◆ **Dataset entries**

■ ■ ■

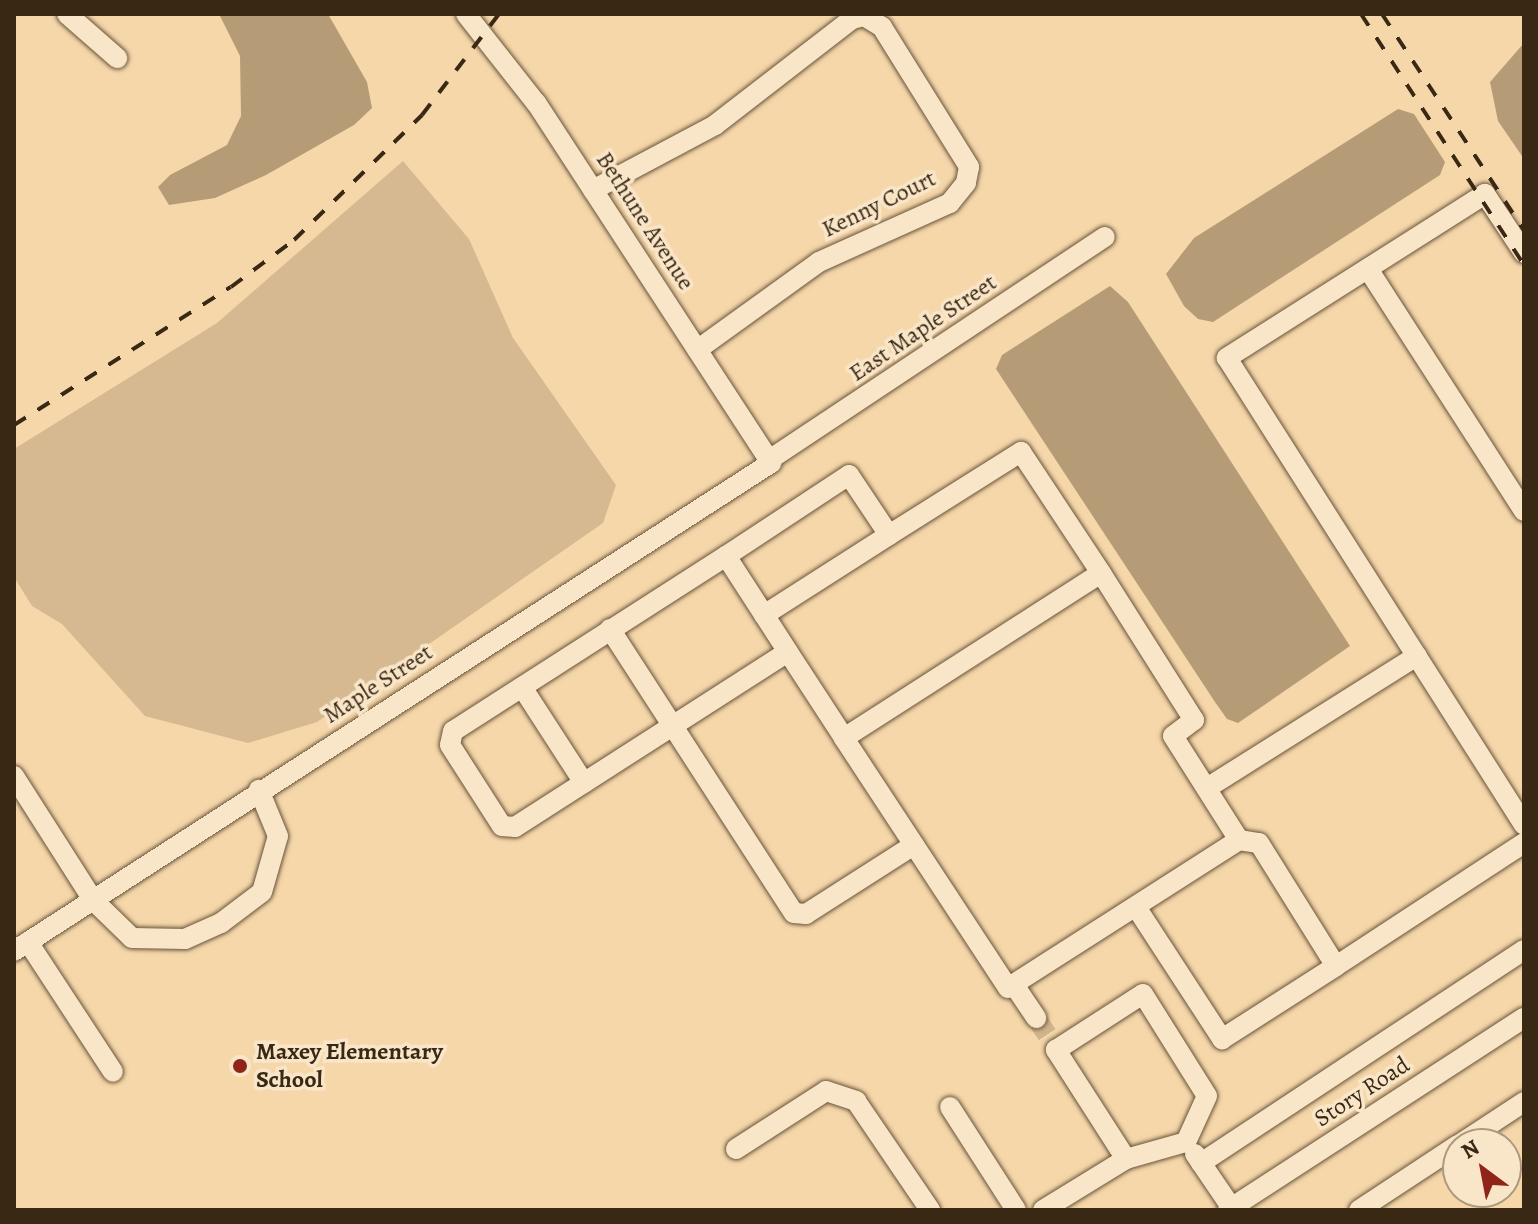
<!DOCTYPE html>
<style>
body{margin:0}
#map{position:relative;width:1538px;height:1224px;overflow:hidden;background:#f6d7aa;font-family:Alegreya,serif}
div>[style]{position:absolute}
[style*='--x']{left:calc(var(--x)*1px);top:calc(var(--y)*1px);width:calc(var(--w)*1px);rotate:calc(var(--a)*1deg)}
.green>*{inset:0;background:#d6b990}
.water>*{inset:0;background:#b59c77}
.minor-tunnel>*{height:20px;margin-top:-10px;transform-origin:0;background:repeating-linear-gradient(90deg,#d0b48c 0 20px,transparent 0 30px)}
.roads{filter:drop-shadow(0 0 2px #68543a) drop-shadow(0 0 2px #68543a)}
.minor>*{height:20px;margin:-10px;padding:0 10px;transform-origin:10px;border-radius:10px;background:#f9e5c8}
.rail>*{height:4px;margin-top:-2px;transform-origin:0;background:repeating-linear-gradient(90deg,#382814 0 14px,transparent 0 28px)}
.dots>*{width:22px;height:22px;translate:-50% -50%;box-sizing:border-box;border:4px solid #f9e5c8;border-radius:50%}
span{translate:-50% -50%;white-space:nowrap;text-align:center;line-height:1.15;-webkit-text-stroke:7px #f9e5c8;paint-order:stroke}
.street-label{font-size:24px;color:#382814}
.poi-label{font-size:24px;color:#382814;font-weight:700}
.left{translate:0 -50%;text-align:left}
.frame{position:absolute;inset:0;border:16px solid #382814;pointer-events:none}
.north{position:absolute;left:1442px;top:1128px;width:80px;height:80px;box-sizing:border-box;background:#f9e5c8;border:2px solid #ac9980;border-radius:50%;rotate:328deg;font-size:22px;font-weight:700;line-height:32px;text-align:center;color:#382814}
.north::after{content:'';display:block;margin:auto;width:28px;height:36px;background:#8f2418;clip-path:polygon(50% 0,100% 100%,50% 72%,0 100%)}
</style>
<div id="map">
<div class="green">
<div style="clip-path:polygon(403px 161px,469px 239px,513px 338px,616px 485px,603px 523px,317px 722px,248px 743px,145px 716px,62px 624px,32px 606px,14px 577px,14px 449px,217px 323px)"></div>
</div>
<div class="water">
<div style="clip-path:polygon(219px 14px,328px 14px,367px 82px,372px 108px,354px 125px,266px 175px,215px 198px,169px 205px,158px 187px,170px 175px,227px 145px,241px 116px,240px 56px)"></div>
<div style="clip-path:polygon(1524px 43px,1524px 159px,1498px 121px,1490px 82px)"></div>
<div style="clip-path:polygon(1398px 109px,1414px 114px,1445px 162px,1440px 175px,1213px 322px,1198px 319px,1184px 306px,1166px 274px,1194px 238px)"></div>
<div style="clip-path:polygon(1110px 286px,1128px 302px,1350px 646px,1238px 723px,1227px 719px,1215px 702px,996px 369px,1002px 355px)"></div>
</div>
<div class="minor-tunnel">
<div style="--x:1036;--y:1018;--w:22;--a:56"></div>
</div>
<div class="roads">
<div class="minor">
<div style="--x:67;--y:14;--w:67;--a:41.3"></div>
<div style="--x:593;--y:190;--w:138;--a:-28"></div>
<div style="--x:715;--y:125;--w:173;--a:-37.7"></div>
<div style="--x:852;--y:19;--w:12;--a:-14"></div>
<div style="--x:864;--y:16;--w:21;--a:31"></div>
<div style="--x:882;--y:27;--w:165;--a:58.1"></div>
<div style="--x:969;--y:167;--w:16;--a:101"></div>
<div style="--x:966;--y:183;--w:26;--a:129"></div>
<div style="--x:950;--y:203;--w:144;--a:155.8"></div>
<div style="--x:819;--y:262;--w:150;--a:144.2"></div>
<div style="--x:1524;--y:253;--w:71;--a:-123.5"></div>
<div style="--x:1485;--y:194;--w:306;--a:147.6"></div>
<div style="--x:1227;--y:358;--w:553;--a:57.54"></div>
<div style="--x:1368;--y:269;--w:288;--a:57.2"></div>
<div style="--x:769;--y:460;--w:403;--a:-33.6"></div>
<div style="--x:889;--y:535;--w:156;--a:-32.2"></div>
<div style="--x:1021;--y:452;--w:145;--a:56.5"></div>
<div style="--x:726;--y:556;--w:324;--a:147.3"></div>
<div style="--x:453;--y:731;--w:14;--a:102"></div>
<div style="--x:450;--y:745;--w:96;--a:57.3"></div>
<div style="--x:502;--y:826;--w:13;--a:4"></div>
<div style="--x:515;--y:827;--w:324;--a:-32.7"></div>
<div style="--x:1101;--y:573;--w:174;--a:57.7"></div>
<div style="--x:1194;--y:720;--w:26;--a:143"></div>
<div style="--x:1173;--y:736;--w:123;--a:57.6"></div>
<div style="--x:1239;--y:840;--w:274;--a:147.4"></div>
<div style="--x:1008;--y:988;--w:299;--a:-123.3"></div>
<div style="--x:844;--y:738;--w:305;--a:-32.7"></div>
<div style="--x:764;--y:615;--w:148;--a:-32.6"></div>
<div style="--x:889;--y:535;--w:72;--a:-123.7"></div>
<div style="--x:849;--y:475;--w:147;--a:146.6"></div>
<div style="--x:726;--y:556;--w:114;--a:57.1"></div>
<div style="--x:788;--y:652;--w:103;--a:56.9"></div>
<div style="--x:610;--y:629;--w:338;--a:57.1"></div>
<div style="--x:794;--y:913;--w:12;--a:5"></div>
<div style="--x:806;--y:914;--w:128;--a:-32.6"></div>
<div style="--x:522;--y:687;--w:114;--a:57.1"></div>
<div style="--x:14;--y:776;--w:147;--a:57.5"></div>
<div style="--x:93;--y:900;--w:54;--a:44.3"></div>
<div style="--x:132;--y:938;--w:53;--a:1.1"></div>
<div style="--x:185;--y:939;--w:39;--a:-24"></div>
<div style="--x:221;--y:923;--w:51;--a:-37.1"></div>
<div style="--x:262;--y:892;--w:58;--a:-74.1"></div>
<div style="--x:278;--y:836;--w:50;--a:-112.4"></div>
<div style="--x:1207;--y:788;--w:248;--a:-32.2"></div>
<div style="--x:1239;--y:840;--w:20;--a:9"></div>
<div style="--x:1259;--y:843;--w:145;--a:58"></div>
<div style="--x:1336;--y:966;--w:225;--a:-33.2"></div>
<div style="--x:1136;--y:907;--w:158;--a:56.9"></div>
<div style="--x:1222;--y:1039;--w:135;--a:-32.6"></div>
<div style="--x:28;--y:942;--w:155;--a:56.8"></div>
<div style="--x:14;--y:951;--w:901;--a:-32.81"></div>
<div style="--x:771;--y:463;--w:430;--a:-123.1"></div>
<div style="--x:536;--y:103;--w:113;--a:-128.2"></div>
<div style="--x:1014;--y:985;--w:40;--a:56"></div>
<div style="--x:1143;--y:994;--w:120;--a:57.9"></div>
<div style="--x:1207;--y:1096;--w:51;--a:114.5"></div>
<div style="--x:1186;--y:1142;--w:62;--a:164.2"></div>
<div style="--x:1126;--y:1159;--w:130;--a:-122.7"></div>
<div style="--x:1056;--y:1050;--w:103;--a:-32.8"></div>
<div style="--x:950;--y:1107;--w:122;--a:57.3"></div>
<div style="--x:1460;--y:1144;--w:77;--a:-33.3"></div>
<div style="--x:736;--y:1149;--w:107;--a:-32.8"></div>
<div style="--x:826;--y:1091;--w:32;--a:18"></div>
<div style="--x:856;--y:1101;--w:132;--a:55.8"></div>
<div style="--x:1195;--y:1154;--w:68;--a:55.8"></div>
<div style="--x:1201;--y:1163;--w:387;--a:-33.4"></div>
<div style="--x:1043;--y:1210;--w:97;--a:-31.6"></div>
<div style="--x:1228;--y:1210;--w:353;--a:-33"></div>
<div style="--x:1359;--y:1210;--w:118;--a:-33.3"></div>
</div>
</div>
<div class="rail">
<div style="--x:1361;--y:14;--w:299;--a:57"></div>
<div style="--x:1382;--y:14;--w:258;--a:56.7"></div>
<div style="--x:14;--y:425;--w:257;--a:-32.5"></div>
<div style="--x:231;--y:287;--w:79;--a:-36.7"></div>
<div style="--x:294;--y:240;--w:179;--a:-44.3"></div>
<div style="--x:422;--y:115;--w:127;--a:-52.7"></div>
</div>
<div class="dots">
<div style="left:240px;top:1066px;background:#8f2418"></div>
</div>
<div class="street-label">
<span style="left:879px;top:204px;rotate:-26deg">Kenny Court</span>
<span style="left:645px;top:221px;rotate:57deg">Bethune Avenue</span>
<span style="left:923px;top:328px;rotate:-34deg">East Maple Street</span>
<span style="left:378px;top:684px;rotate:-33deg">Maple Street</span>
<span style="left:1362px;top:1092px;rotate:-33deg">Story Road</span>
</div>
<div class="poi-label">
<span class="left" style="left:256px;top:1066px">Maxey Elementary<br>School</span>
</div>
<div class="frame"></div>
<div class="north">N</div>
</div>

■ ■ ■

Go through the entries and copy every line that has "linear".

.minor-tunnel>*{height:20px;margin-top:-10px;transform-origin:0;background:repeating-linear-gradient(90deg,#d0b48c 0 20px,transparent 0 30px)}
.rail>*{height:4px;margin-top:-2px;transform-origin:0;background:repeating-linear-gradient(90deg,#382814 0 14px,transparent 0 28px)}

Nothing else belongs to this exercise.